The annual growth rate for the property was 5% and the annual inflation rate 2%.  

  1. What will be the cost per week under NRAS compared to non-NRAS?
  2. Is it possible to repay the loan using the surplus in the fund?

What are the steps?

  1. Open a new spreadsheet and define the property as if it were not purchased under NRAS.  These changes to the default values can be completed under either Data Entry Check List or by clicking on the corresponding row titles in the Investment Analysis spreadsheet.
  2. Choose the investment analysis spreadsheet (click the Spreadsheet button or from the View menu, choose Investment Analysis). Note that the row title for the Tax Credit row denotes “super” as the tax scale used in its calculation.
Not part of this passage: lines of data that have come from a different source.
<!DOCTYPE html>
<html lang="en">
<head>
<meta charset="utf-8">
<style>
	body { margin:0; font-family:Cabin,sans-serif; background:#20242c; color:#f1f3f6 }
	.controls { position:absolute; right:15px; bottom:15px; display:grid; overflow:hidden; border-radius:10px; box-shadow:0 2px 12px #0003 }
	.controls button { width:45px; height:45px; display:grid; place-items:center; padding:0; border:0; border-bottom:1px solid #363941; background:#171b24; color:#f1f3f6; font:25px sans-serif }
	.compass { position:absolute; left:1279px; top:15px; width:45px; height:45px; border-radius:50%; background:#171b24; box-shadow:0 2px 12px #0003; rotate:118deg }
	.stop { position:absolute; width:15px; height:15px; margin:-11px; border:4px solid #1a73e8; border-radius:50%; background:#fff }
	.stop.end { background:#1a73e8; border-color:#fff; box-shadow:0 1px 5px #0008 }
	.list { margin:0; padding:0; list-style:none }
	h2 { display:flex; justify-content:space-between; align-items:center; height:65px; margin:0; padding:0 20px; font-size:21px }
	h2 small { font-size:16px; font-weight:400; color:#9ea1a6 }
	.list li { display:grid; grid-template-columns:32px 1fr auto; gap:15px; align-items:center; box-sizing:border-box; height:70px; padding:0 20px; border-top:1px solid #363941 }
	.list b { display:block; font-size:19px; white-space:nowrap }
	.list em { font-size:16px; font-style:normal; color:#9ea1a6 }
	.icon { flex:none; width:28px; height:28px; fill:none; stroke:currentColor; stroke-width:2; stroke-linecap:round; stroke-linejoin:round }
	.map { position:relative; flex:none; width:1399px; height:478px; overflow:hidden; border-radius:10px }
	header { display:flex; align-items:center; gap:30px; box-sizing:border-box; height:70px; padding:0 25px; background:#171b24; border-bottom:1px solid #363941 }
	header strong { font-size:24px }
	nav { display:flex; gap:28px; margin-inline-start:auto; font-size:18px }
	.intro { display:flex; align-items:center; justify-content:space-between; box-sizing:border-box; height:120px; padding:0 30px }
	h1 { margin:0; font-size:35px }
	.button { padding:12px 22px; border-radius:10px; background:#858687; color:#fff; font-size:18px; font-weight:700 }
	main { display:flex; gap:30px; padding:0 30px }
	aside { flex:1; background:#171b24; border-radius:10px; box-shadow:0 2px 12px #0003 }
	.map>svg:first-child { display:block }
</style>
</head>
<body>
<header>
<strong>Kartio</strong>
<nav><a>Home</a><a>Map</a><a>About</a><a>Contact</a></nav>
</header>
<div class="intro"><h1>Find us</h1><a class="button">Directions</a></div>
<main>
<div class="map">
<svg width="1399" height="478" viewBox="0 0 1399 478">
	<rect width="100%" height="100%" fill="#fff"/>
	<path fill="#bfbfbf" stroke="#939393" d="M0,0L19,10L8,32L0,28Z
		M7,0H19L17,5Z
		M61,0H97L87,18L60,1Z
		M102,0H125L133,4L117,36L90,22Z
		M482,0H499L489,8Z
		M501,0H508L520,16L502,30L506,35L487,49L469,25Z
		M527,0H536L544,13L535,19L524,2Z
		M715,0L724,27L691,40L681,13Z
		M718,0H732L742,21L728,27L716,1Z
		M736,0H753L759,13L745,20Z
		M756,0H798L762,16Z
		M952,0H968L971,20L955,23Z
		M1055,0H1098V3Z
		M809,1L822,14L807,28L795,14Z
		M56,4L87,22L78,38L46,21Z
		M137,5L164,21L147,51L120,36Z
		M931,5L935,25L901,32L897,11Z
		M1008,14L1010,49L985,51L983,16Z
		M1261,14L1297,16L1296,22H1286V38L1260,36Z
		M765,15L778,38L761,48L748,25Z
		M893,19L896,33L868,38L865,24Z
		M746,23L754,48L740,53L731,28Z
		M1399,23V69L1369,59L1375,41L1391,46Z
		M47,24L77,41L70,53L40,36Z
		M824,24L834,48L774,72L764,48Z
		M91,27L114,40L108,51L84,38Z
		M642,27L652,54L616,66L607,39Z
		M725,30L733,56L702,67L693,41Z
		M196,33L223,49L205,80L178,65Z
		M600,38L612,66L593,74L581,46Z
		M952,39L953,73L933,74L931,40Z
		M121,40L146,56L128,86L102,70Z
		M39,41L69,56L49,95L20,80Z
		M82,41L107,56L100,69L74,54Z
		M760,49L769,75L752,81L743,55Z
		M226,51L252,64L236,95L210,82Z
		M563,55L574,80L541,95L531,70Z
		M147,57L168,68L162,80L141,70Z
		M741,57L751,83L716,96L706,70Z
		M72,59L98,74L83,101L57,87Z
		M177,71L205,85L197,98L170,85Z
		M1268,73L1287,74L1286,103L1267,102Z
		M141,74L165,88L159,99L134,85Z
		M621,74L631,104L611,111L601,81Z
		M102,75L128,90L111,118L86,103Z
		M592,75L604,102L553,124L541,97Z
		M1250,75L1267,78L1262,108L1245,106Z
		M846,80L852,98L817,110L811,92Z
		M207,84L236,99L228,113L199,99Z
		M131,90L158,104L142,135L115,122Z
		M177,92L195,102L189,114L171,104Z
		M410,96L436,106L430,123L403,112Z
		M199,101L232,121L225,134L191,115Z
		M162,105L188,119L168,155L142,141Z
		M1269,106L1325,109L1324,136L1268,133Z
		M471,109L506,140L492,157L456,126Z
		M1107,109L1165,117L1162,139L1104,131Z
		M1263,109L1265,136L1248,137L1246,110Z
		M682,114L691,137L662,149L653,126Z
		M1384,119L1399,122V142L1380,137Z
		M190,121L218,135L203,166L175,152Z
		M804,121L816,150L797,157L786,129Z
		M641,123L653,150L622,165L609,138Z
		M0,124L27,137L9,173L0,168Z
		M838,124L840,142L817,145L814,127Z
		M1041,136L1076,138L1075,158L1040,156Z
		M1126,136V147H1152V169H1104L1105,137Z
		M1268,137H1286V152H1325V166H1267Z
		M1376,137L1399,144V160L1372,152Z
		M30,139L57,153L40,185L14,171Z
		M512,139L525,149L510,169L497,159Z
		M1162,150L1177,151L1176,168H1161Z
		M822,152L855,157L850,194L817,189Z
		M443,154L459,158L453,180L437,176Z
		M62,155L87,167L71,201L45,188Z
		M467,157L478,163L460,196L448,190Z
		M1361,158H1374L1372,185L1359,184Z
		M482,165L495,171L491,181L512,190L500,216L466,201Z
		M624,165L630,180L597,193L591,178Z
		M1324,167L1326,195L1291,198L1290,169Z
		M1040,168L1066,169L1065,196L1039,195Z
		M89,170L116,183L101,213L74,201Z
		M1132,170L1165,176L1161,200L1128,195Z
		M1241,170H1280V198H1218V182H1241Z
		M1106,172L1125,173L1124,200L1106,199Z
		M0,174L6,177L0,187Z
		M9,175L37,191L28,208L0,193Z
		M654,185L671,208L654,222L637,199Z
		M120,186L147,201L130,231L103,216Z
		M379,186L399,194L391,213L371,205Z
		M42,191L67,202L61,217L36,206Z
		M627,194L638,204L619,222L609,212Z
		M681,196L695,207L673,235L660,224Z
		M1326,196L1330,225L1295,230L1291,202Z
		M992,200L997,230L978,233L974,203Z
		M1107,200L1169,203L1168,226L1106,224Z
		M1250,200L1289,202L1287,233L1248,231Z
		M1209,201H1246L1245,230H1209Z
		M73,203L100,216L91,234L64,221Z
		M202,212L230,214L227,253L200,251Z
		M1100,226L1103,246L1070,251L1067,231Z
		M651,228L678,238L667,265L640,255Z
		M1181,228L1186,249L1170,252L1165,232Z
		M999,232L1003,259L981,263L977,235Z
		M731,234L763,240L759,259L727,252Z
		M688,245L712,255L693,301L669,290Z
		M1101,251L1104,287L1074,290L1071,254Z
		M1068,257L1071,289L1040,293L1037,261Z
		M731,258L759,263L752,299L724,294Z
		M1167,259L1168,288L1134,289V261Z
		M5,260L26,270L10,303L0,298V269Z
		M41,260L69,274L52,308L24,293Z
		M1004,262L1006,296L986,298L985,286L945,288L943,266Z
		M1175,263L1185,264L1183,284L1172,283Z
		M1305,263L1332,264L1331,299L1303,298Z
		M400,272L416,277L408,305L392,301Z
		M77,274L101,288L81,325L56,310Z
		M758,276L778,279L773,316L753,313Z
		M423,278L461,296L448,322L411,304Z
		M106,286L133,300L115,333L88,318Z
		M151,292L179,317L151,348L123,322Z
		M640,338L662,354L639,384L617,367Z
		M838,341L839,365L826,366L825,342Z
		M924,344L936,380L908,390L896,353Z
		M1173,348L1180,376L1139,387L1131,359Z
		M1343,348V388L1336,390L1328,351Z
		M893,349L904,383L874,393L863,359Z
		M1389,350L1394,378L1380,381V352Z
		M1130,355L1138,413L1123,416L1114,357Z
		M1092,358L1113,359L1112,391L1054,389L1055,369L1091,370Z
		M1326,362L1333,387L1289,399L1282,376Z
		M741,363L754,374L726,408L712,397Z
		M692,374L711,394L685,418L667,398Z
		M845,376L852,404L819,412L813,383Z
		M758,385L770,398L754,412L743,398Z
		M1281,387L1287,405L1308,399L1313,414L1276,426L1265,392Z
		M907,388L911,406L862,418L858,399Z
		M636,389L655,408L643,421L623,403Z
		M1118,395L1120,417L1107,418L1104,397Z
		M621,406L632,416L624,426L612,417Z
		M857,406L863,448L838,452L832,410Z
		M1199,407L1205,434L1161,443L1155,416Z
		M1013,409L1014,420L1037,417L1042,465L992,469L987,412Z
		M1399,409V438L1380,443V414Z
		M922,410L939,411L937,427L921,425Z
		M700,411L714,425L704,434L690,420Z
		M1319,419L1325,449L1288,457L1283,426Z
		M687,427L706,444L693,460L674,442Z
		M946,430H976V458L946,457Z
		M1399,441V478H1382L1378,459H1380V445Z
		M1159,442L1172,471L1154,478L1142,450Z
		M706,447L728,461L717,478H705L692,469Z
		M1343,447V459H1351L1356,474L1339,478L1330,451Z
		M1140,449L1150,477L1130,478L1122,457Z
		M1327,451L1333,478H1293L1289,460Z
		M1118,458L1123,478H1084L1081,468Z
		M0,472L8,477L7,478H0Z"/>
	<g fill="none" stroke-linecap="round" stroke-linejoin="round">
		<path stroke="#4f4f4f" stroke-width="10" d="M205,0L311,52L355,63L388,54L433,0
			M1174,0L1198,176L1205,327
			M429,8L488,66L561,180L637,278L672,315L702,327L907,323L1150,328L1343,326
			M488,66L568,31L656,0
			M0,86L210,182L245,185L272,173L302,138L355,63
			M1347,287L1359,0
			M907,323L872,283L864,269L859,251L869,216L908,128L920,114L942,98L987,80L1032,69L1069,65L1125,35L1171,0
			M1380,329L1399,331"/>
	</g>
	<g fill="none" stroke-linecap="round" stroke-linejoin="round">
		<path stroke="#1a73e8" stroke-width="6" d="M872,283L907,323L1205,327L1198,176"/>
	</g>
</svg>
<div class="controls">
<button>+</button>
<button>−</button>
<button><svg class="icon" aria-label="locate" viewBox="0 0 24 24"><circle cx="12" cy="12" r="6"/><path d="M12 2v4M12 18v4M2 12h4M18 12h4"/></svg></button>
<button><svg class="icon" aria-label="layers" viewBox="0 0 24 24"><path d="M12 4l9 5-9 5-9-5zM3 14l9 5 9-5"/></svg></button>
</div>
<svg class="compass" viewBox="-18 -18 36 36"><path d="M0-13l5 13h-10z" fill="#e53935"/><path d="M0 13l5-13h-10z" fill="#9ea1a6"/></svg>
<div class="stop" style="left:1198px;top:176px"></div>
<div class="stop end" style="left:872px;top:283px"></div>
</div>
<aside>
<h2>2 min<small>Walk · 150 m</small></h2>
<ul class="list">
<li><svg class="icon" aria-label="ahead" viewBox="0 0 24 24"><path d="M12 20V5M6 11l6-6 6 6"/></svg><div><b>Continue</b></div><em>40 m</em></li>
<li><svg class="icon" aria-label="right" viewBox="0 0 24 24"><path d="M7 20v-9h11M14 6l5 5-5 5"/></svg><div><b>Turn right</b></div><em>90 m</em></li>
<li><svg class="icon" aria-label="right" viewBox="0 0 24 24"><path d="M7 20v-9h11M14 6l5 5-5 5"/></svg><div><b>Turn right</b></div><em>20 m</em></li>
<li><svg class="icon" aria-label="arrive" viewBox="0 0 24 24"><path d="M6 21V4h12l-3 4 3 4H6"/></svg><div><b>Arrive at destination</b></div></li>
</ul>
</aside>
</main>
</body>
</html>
  3. Under the Setting menu, choose NRAS Options. Note that the default NRAS Tax incentive is 10,661 (2014/2015) Federal and State components combined) and the rental discount rate is 20%. In this example we will assume there are no additional purchase costs associated with purchasing the property under NRAS, but we do need to specify additional $900 non-deductible compliance costs under NRAS and a vacancy rate of 1%.  Then click on the checkbox to apply the NRAS settings to the property.


  4.  


    Now before clicking OK, click on the NRAS Tax Incentive button to bring up the dialog and ensure the checkbox to apportion the deductions to be claimed in accordance with the proportion of the income derived from the State component (NANE income).





    Then click OK to return to the NRAS Options dialog.
  5. Rather than clicking OK to return to the Investment Analysis spreadsheet, click on the Cash Flow Comparison button to generate a report showing a comparison of the first year cash flows under non-NRAS and NRAS.


    This report quickly shows that the property will cost an average $42 per week in the first year and an average of $22 per week over 10 years whereas under NRAS, the weekly cash flow is a positive cash flow of $85 per week in the first year and $117 per week over 10 years.
  6. The Investment Analysis spreadsheet should now look like this…



  7. Now select Preferences under the Settings menu and choose “Annual cash surplus” as the bottom line of the spreadsheet. This shows a surplus of 14,127 in the first year.



  8. To direct any surplus cash into the loan repayments, choose Credit Line (Settings menu). The 14,127 will now appear in the Investments/payments row of the spreadsheet.



    If we click on the figure 14,127, we can see the derivation of the new total loan payments. 



  9. As the loan is being repaid monthly, the interest bill for the year drops and so the actual cash surplus does not necessarily drop to zero even though we used the projected cash surplus as repayments. By scrolling across the years, we can see that the investment loan is fully repaid before the end of the 11th year. At which time the cash surplus will rise dramatically with the full investor contributions and the net rent all remaining in the fund.